Her sorrel gelding called AJ that Eike had competed on at high school rodeos was permanently injured and retired. “I’ve borrowed my brother’s calf roping horse, an 11-year-old sorrel gelding called Chip, and he’s working out well for me now in breakaway roping,” Eike said.
Her brother, Kyle Eike is a freshman competing in the Illinois High School Rodeo Association in steer wrestling, calf roping and team roping. Ranked high in the standings at this time, he hopes to qualify for the National High School Rodeo Finals this year. “Kyle did really well last year, ending up 14th in the nation in steer wrestling,” Eike noted.

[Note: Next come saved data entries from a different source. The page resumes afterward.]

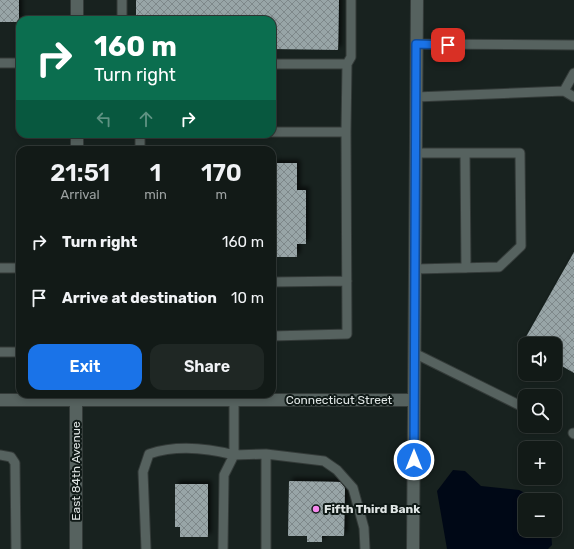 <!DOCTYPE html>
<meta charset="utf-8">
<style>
:root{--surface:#121a17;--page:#1f2724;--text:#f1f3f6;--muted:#9ca1a1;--line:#313836;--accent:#1a73e8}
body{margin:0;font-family:Rubik,sans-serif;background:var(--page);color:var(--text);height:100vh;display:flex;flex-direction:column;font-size:15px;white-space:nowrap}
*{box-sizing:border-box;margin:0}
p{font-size:13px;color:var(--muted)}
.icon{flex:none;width:22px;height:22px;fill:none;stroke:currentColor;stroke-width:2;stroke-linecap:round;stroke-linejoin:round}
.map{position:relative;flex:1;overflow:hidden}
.panel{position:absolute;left:16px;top:146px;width:260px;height:252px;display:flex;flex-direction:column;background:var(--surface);border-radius:12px;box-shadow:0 2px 6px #0003,0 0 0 1px var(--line)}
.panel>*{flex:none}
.hud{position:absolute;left:16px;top:16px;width:260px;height:122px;border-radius:12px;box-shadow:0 2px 6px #0003,0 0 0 1px var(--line);background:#0b6e4f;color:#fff;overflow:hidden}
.controls{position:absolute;left:518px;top:337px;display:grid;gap:8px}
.controls a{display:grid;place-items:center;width:44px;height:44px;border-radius:8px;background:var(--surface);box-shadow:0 2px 6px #0003,0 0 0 1px var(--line);font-size:20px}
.pin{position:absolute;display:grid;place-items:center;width:34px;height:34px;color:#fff;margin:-17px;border-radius:8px;box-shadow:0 2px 6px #0006}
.me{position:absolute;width:44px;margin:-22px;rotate:0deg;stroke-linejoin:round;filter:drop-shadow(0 0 3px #0008)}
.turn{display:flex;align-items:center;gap:14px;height:84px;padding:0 12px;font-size:18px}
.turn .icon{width:52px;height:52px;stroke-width:2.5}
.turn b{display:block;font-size:28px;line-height:34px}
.lanes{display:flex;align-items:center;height:38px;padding:0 12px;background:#0003;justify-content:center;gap:20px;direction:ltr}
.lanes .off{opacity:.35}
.eta{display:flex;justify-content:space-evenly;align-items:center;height:68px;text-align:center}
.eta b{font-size:24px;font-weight:600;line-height:28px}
.cta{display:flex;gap:8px;margin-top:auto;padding:8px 12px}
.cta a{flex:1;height:46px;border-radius:12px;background:var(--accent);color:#fff;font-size:16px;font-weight:600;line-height:46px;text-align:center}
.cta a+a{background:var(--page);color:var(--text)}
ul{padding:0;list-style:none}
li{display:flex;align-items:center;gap:12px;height:56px;padding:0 12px}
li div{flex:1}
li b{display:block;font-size:15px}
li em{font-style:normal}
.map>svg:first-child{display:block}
</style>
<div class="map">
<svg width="574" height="549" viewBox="0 0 574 549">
<defs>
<pattern id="building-cross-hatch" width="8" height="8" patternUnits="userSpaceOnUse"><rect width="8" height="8" fill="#98a5a7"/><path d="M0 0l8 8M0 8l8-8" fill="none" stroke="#7e888a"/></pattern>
<filter id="shadow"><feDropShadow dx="3.5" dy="-3.5" stdDeviation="2" flood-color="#0009"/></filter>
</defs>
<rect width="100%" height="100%" fill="#18221f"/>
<path fill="#000816" d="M453,470L465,471L481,486L519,490L533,497L535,500H525V530H551L552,545L548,549H447L437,491Z"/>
<path fill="url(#building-cross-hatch)" filter="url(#shadow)" d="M0,0H19V22H0Z
M136,0H339L338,50L272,49V20H136Z
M272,163H297V190H306V244H297V257H272Z
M574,252V373L555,362V344H522Z
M289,481L340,482L345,488L344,536H322V542H307V536H288Z
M175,484H208V537H180V527H175Z"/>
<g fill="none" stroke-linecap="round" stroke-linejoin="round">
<g stroke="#343b39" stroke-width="11">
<path id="service" d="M122,0V20
M416,44L574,45
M0,63H20
M272,64H347L346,132
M347,64L351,57V0
M574,73L564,91L574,97
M416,97L564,91
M272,132H346L347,334L272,336
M140,150V134
M465,153L466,268
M0,268H20
M415,269L499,267L521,246L520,153H416
M272,282L347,281
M0,352H20
M414,353L525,408
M234,400V455L266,454V549
M573,433L574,434
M266,454L324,461L337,470L353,488L364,528L365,549
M0,455L11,457L15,463L16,549
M146,549L143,472L149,454C176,445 207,448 234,455L224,475L223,549"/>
</g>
<g stroke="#343b39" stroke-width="14">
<path id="minor" d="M77,20V0
M77,134V150
M0,400H414
M76,549V394
M413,549L417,0"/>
</g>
<use href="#service" stroke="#56625f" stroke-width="9"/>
<use href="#minor" stroke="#56625f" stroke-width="12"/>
</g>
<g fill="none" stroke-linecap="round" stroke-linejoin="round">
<g stroke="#114b97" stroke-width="10">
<path id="route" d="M414,460L416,44L448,45"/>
</g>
<use href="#route" stroke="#1a73e8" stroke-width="7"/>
</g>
<circle fill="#f689ee" stroke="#0f1916" stroke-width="1.5" cx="316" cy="509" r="4"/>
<g text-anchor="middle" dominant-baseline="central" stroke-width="4" stroke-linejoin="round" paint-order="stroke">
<g font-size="12" fill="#e0e6e5" stroke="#0f1916">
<text x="339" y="400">Connecticut Street</text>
<text transform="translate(76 471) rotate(-90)">East 84th Avenue</text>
</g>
<g font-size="12" font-weight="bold" fill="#e0e6e5" stroke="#0f1916" text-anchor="start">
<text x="324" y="509">Fifth Third Bank</text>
</g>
</g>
</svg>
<div class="controls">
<a><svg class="icon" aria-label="sound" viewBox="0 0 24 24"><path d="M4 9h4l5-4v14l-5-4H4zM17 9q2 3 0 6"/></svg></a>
<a><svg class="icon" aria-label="search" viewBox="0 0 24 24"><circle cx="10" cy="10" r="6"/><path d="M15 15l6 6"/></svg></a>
<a>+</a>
<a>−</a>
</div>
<div class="pin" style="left:448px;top:45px;background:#d93025"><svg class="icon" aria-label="arrive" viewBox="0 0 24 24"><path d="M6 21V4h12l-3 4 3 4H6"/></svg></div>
<svg class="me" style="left:414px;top:460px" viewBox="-20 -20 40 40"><circle r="17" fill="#1a73e8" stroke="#fff" stroke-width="3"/><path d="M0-11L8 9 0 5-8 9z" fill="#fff"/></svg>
<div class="hud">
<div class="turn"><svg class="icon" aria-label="right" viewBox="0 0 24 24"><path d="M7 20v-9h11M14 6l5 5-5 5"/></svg><div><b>160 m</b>Turn right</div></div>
<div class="lanes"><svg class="icon off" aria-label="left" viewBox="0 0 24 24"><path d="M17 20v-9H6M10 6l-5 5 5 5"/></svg><svg class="icon off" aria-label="ahead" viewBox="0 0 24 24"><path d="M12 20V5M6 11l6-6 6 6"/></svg><svg class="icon" aria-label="right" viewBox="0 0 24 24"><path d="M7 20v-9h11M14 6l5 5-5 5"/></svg></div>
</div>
<section class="panel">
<div class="eta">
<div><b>21:51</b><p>Arrival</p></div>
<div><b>1</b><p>min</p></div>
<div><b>170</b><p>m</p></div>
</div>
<ul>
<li><svg class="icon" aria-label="right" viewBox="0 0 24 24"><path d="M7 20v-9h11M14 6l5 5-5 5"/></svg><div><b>Turn right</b></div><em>160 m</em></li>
<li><svg class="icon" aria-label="arrive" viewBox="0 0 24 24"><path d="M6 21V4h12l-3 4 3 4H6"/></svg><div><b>Arrive at destination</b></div><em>10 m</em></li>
</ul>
<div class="cta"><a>Exit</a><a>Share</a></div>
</section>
</div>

Still entering a number of events at amateur rodeos and certain jackpot competitions, Eike said, “I’m just focusing on barrels and breakaway roping at the college rodeos.”
Generally riding geldings in the past, Eike had some early-on issues with her barrel racing mare, but seems to have them worked out now.
“Pepper was having some follicle trouble last summer, but we have her on a prescription which stopped her cycle. She’s doing great,” the cowgirl said.
The 10-year-old, 15-2 hand, gray, Sun Frost mare had collected more than $50,000 in prize money barrel racing before the K-State cowgirl acquired her
“Pepper is a one event horse, but she seems to be the one who could go all the way, if I can continue to do my part,” Eike said.
Active in the K-State Rodeo Club, Eike has taken leadership roles in planning for this weekend’s K-State Rodeo, and is anxious to assist in not only the club development, but also in helping build both the women’s and men’s rodeo teams
“We have a good coach in Doug Muller, good practice facilities and stock. All of the cowgirls and cowboys have plenty of ability, and we could sure win some rodeos and qualify several team members for the college finals,” Eike stated
Studies first, with rodeo close second in priorities; Eike is looking to her own successes in the college arenas, in addition to amateur rodeo and jackpot events, along with the possibility of professional rodeos somewhere down the line
“I intend to do my best at the college rodeo level four years, get my degree in animal science, and go straight into vet school, graduating in 2022,” Eike said
As one might expect, her veterinary practice will likely lean toward equine, specifically lameness and soundness. “There is a need for more sports medicine practitioners, and that’s sure what I think I’d like to do,” Eike said
“Whatever direction my profession takes me, I’ll continue to compete in barrel racing, and maybe even some other rodeo events, too. I really love it all,” Eike verified
First things, first. There are rodeo performances Friday, Saturday and Sunday, Feb. 20-21-22, at K-State. “I have to get my horses ready and ride them right. They’ll do their part, as long as I do mine,” K-State Women’s Rodeo Team member, all-around cowgirl Katelyn Eike concluded.